1. Configure the discovery image if needed. For details, see Configuring the discovery image.

2. Refresh the API token:

   $ source refresh-token

3. Get the download URL:

   $ curl -H "Authorization: Bearer ${API_TOKEN}" \
   https://api.openshift.com/api/assisted-install/v2/infra-envs/${INFRA_ENV_ID}/downloads/image-url

   Example output:

   {
     "expires_at": "2024-02-07T20:20:23.000Z",
     "url": "https://api.openshift.com/api/assisted-images/bytoken/<TOKEN>/<OCP_VERSION>/<CPU_ARCHITECTURE>/<FULL_OR_MINIMAL_IMAGE>.iso"
   }

4. Download the discovery image:

   $ wget -O discovery.iso <url>

   Replace <url> with the download URL from the previous step.
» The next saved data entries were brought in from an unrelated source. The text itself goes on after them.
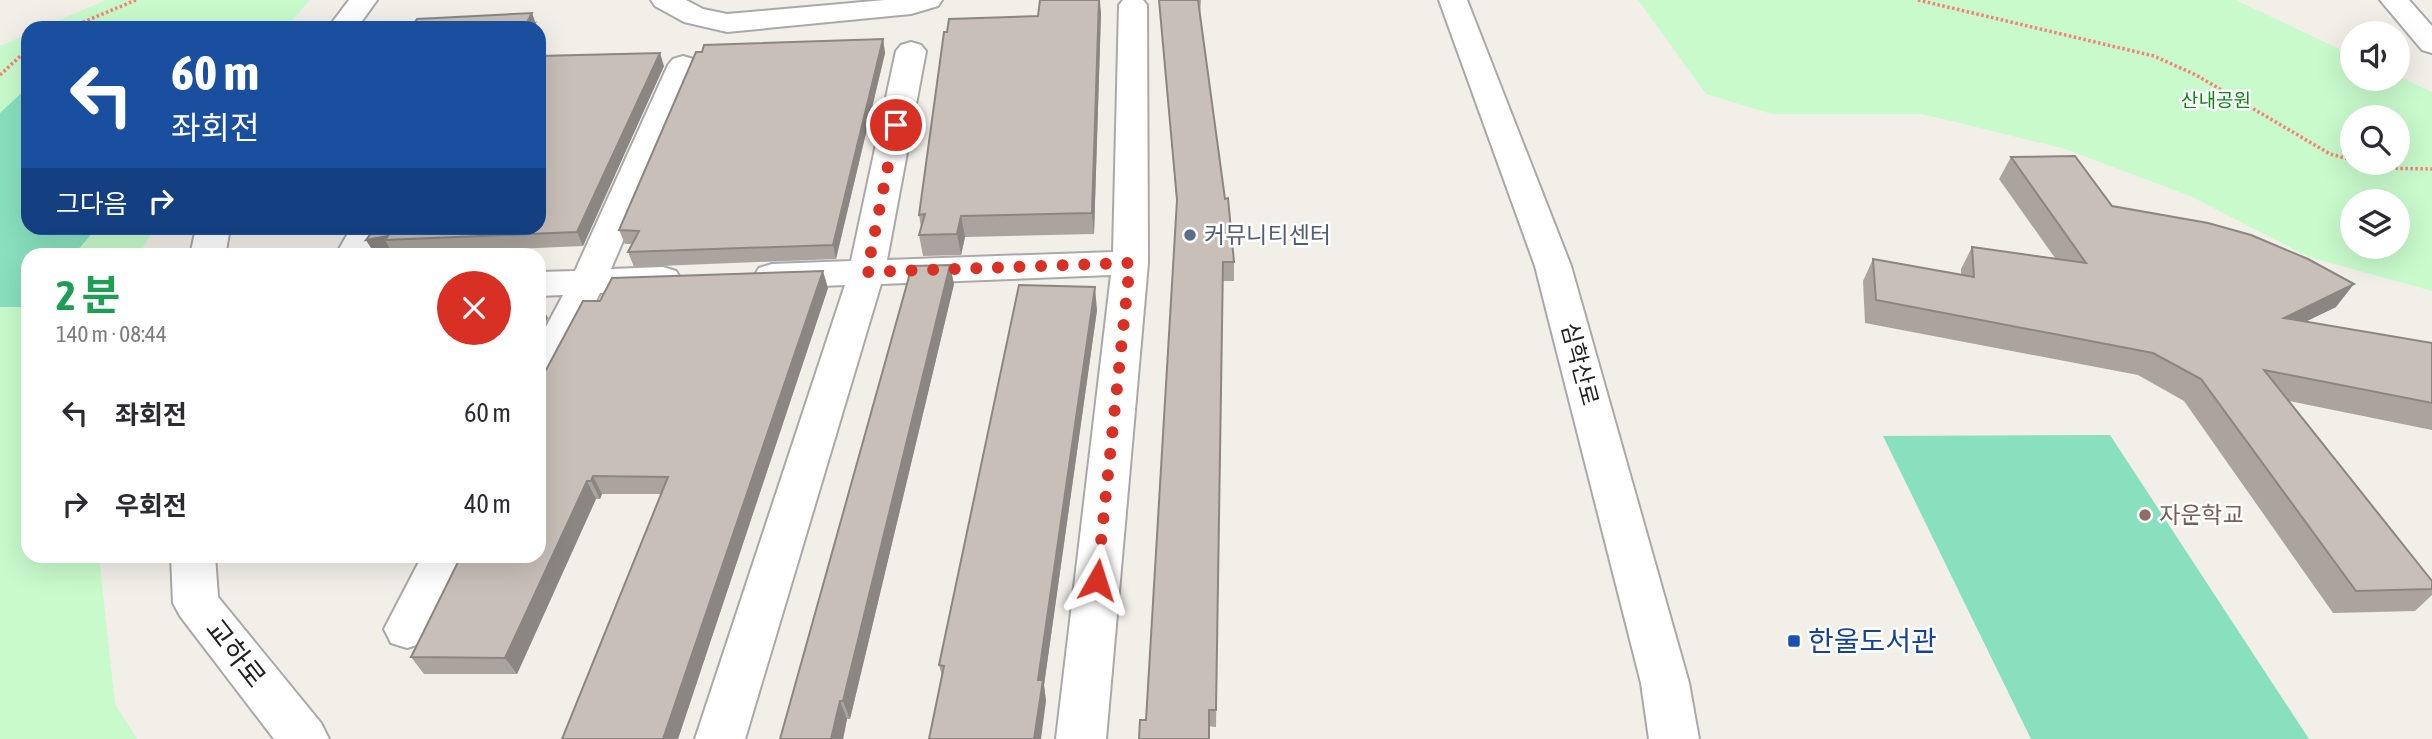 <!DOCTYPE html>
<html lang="ko">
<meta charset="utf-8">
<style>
body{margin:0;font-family:"Asap Condensed","Noto Sans KR",sans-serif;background:#f7f7f7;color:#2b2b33;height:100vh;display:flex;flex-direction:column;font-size:26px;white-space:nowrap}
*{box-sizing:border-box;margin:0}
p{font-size:23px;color:#7c7c81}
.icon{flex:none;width:38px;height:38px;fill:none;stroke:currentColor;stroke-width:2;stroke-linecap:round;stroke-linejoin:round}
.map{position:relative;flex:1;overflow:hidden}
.side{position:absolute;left:21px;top:248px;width:525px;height:315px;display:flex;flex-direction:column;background:#fff;border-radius:21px;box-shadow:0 7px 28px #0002}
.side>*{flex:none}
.guide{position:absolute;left:21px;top:21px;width:525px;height:214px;border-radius:21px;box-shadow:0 7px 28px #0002;background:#1a4fa0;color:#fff;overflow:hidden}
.tools{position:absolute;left:2340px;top:21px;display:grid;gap:14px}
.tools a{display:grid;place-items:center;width:70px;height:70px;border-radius:50%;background:#fff;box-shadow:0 7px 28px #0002;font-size:35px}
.pin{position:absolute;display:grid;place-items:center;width:60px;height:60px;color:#fff;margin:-30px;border:4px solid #fff;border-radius:50%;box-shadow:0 2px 7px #0007}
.me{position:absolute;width:77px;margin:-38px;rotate:6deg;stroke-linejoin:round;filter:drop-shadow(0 0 5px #0008)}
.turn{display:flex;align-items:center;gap:24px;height:147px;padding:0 35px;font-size:32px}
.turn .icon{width:91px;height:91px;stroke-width:2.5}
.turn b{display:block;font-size:49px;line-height:60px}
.then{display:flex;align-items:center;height:66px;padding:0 35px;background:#0003;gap:14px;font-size:26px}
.round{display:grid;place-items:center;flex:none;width:74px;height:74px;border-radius:37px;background:#f7f7f7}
.overview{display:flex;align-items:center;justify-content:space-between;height:119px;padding:0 35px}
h1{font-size:42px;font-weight:700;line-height:52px;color:#1e9e55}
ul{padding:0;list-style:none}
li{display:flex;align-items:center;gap:21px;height:91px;padding:0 35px}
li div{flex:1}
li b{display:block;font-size:26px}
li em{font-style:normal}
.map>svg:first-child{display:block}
</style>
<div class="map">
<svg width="2432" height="739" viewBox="0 0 2432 739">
<rect width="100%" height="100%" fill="#f2efe9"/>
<g fill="#c8facc" fill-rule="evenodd">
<path d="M106 0H310L286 28H41Z"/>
<path d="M1638 0H2236L2352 55V79H2398V76L2432 92V291L2309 257 2190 196 2062 148 1922 114H1772L1706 94ZM2398 117V163H2352V117ZM2352 201H2398V247H2352Z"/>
<path d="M28 34V228H155L138 255 28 256V556L99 557 115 704 137 739H0V46Z"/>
</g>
<g fill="#88e0be">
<path d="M28 87V228H97L73 255 28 256V307H0V113Z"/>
<path d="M2110 435 2309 739H2031L1883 436Z"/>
</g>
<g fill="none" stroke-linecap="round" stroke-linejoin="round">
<g stroke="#a9a9a9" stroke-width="4">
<g id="minor">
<path d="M349 0H377L357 28H328Z"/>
<path d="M651 0H686L703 9 727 14 885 0H942L938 6 911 14 727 32 684 22 655 6Z"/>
<path d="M1123 0H1143L1147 5 1148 263 1106 739H1056L1111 275 881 284 745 739H695L845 285 772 288 759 284 754 276 759 268 772 264 851 261 896 51 901 45 911 42 921 45 926 51 887 260 1113 252 1119 5Z"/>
<path d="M1439 0H1467L1571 266 1689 683 1699 739H1649L1641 683 1535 266Z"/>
<path d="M2380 0H2409L2432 26V53L2422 50Z"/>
<path d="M683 56 693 59 698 65 611 269 663 267 676 271 681 279 676 287 663 291 600 293 553 387 539 391V340L563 295 539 296V272L575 271 668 65 673 59Z"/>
<path d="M196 228H230L225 256H190Z"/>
<path d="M351 228H385L370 256H335Z"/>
<path d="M171 556H215L218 597 321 723 329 739H274L180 616 173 603Z"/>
<path d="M422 556H467L423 643 407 648 391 643 384 629Z"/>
</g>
</g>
<g stroke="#fa8072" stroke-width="3.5" stroke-dasharray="2.5 2.5" stroke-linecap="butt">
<path d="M1918 0 2154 56 2196 75 2330 154 2352 160"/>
<path d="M69 28 136 0"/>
<path d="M0 75 28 49"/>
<path d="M2361 163 2380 168 2432 169"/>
</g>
<use href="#minor" fill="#fff" fill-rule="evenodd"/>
</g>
<g fill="#aba49e">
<path d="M1040 0H1100L1101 13 1094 234 965 237 961 255 923 256 919 235 921 227 919 215 1038 16Z"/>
<path d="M1159 0H1201L1200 14 1234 262V281H1223L1216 727 1146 720 1177 208Z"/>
<path d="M883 39 885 53 836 259 634 267 628 252 632 244H625L619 230Z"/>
<path d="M664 66 583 246 393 254 391 251 375 254 366 240Z"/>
<path d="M2011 157 2112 206 2336 307 2305 322 2432 343V430L2289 401 2432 581V595L2415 611 2333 613 2184 401 2138 375 1865 323 1863 281 1873 259 1961 275V269L1972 247 2055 258 1999 179Z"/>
<path d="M954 284 850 719H847L843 739H780Z"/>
<path d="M828 288 678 739H562L661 494H602L600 499H596L517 674H424L411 657 539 556 546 370 600 301Z"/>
<path d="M1097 310 1044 685 1046 701 942 676 939 665Z"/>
</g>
<g fill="#8b8681">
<path d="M1099 0 1101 13 1094 234 1092 213Z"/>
<path d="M532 13 537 27V28H528L526 24Z"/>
<path d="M883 39 885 53 836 259 833 245Z"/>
<path d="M660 53 664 66 583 246 577 232Z"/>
<path d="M961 216 965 237 961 255 957 234Z"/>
<path d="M388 236 385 240 391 251 375 254 366 240Z"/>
<path d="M950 265 954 284 850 719 843 701Z"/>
<path d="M823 271 828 288 678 739H663Z"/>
<path d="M2354 284 2336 307 2267 340 2284 318Z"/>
<path d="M1095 287 1097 310 1044 685 1046 701 1041 739H1034L1038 680Z"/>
<path d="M539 300 548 318 539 335Z"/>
<path d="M593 476 602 494 600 499 591 481Z"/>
<path d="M587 481 596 499 517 674 505 658Z"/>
<path d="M840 701 847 719 843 739H831Z"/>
</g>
<g fill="#c7bfb8" stroke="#8b8681" stroke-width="2">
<path d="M1040 0H1099L1092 213 961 216 957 234 919 235 925 214 919 215 944 32H947L949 19 1038 16Z"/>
<path d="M1159 0H1198L1225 199 1228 198 1234 262H1223L1216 710H1209V739H1139L1140 720H1146L1177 200Z"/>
<path d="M532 13 526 24 535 23 532 28H411L417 19Z"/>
<path d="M883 39 833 245 628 252 639 231 619 230 696 52H702L704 45Z"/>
<path d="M660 53 577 232 385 240 388 236 366 240 375 228H539V56Z"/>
<path d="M2075 156 2112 206 2208 223 2251 235 2308 259 2354 284 2284 318 2432 343V403L2264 370 2432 581V589L2356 591 2201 379 2153 353 1876 300 1873 259 1974 277 1972 247 2086 263 2011 157Z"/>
<path d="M950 265 843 701H840L831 739H780L912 266Z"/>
<path d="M823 271 663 739H562L668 477 593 476 591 481H587L505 658 411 657 461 556H539V373L546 370 583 301H600L612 278Z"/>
<path d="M1019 285 1095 287 1038 680H1043L1034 739H929L944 666 939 665Z"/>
</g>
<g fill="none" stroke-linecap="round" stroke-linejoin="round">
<path stroke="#d93025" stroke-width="12" stroke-dasharray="0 21.6" d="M896 125 867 272 1130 263 1097 580"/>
</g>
<circle fill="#5c6f8a" stroke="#fff" stroke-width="2.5" cx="1190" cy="235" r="7"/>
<circle fill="#8d6e63" stroke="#fff" stroke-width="2.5" cx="2145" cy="515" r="7"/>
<rect fill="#1a4fb4" stroke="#fff" stroke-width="2.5" x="1787" y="634" width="14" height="14" rx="3.5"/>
<g text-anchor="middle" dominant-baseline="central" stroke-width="5" stroke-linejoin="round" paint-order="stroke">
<g font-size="19" fill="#0c8416" stroke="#fff">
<text x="2216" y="100">산내공원</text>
</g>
<g font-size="23" fill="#4e5e75" stroke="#fff" text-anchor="start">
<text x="1204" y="235">커뮤니티센터</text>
</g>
<g font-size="23" fill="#222" stroke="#fff">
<text transform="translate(1580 364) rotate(75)">심학산로</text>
</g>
<g font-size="23" fill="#785e54" stroke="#fff" text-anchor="start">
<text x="2159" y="515">자운학교</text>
</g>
<g font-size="28" fill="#164399" stroke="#fff" text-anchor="start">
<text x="1808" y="641">한울도서관</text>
</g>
<g font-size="28" fill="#222" stroke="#fff">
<text transform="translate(236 653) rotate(52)">교하로</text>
</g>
</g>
</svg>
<div class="tools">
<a><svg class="icon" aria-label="sound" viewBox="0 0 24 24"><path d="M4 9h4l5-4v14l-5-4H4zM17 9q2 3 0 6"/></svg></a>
<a><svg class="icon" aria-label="search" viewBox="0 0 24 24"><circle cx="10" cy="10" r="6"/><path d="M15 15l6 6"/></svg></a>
<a><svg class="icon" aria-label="layers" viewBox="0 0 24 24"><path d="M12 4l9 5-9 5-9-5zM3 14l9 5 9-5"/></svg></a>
</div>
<div class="pin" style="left:896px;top:125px;background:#d93025"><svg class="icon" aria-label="arrive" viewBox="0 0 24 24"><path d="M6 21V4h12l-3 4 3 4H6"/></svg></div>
<svg class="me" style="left:1097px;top:580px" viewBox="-20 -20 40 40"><path d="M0-17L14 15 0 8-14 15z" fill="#d93025" stroke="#fff" stroke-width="4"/></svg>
<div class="guide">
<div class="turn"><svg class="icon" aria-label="left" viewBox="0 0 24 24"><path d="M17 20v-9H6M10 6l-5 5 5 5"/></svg><div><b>60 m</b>좌회전</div></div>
<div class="then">그다음<svg class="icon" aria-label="right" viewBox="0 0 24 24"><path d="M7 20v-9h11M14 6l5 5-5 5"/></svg></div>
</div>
<section class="side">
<div class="overview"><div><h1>2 분</h1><p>140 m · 08:44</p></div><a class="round" style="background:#d93025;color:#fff"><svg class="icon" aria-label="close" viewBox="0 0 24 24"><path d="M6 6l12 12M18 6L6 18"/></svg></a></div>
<ul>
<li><svg class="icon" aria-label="left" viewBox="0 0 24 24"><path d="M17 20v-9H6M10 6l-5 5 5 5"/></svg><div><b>좌회전</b></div><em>60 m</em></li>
<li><svg class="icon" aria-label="right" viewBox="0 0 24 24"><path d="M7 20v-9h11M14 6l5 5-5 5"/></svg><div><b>우회전</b></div><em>40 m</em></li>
</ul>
</section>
</div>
5. Boot the host(s) with the discovery image.
6. Assign a role to host(s).

Procedure

1. Refresh the API token:

   $ source refresh-token

2. Get the host IDs:

   $ curl -s -X GET "https://api.openshift.com/api/assisted-install/v2/clusters/$CLUSTER_ID" \
   --header "Content-Type: application/json" \
     -H "Authorization: Bearer $API_TOKEN" \
   | jq '.host_networks[].host_ids'

3. Modify the host settings by using the example below:

   $ curl https://api.openshift.com/api/assisted-install/v2/infra-envs/${INFRA_ENV_ID}/hosts/<host_id> \
   -X PATCH \
   -H "Authorization: Bearer ${API_TOKEN}" \
   -H "Content-Type: application/json" \
   -d '
       {
         "host_role":"worker"
         "host_name" : "worker-1"
       }
   ' | jq

   Replace <host_id> with the ID of the host.

Procedure

1. Refresh the API token:

   $ source refresh-token

2. Install the cluster:

   $ curl -H "Authorization: Bearer $API_TOKEN" \
   -X POST \
   https://api.openshift.com/api/assisted-install/v2/clusters/$CLUSTER_ID/actions/install | jq

3. Complete any postinstallation platform integration steps.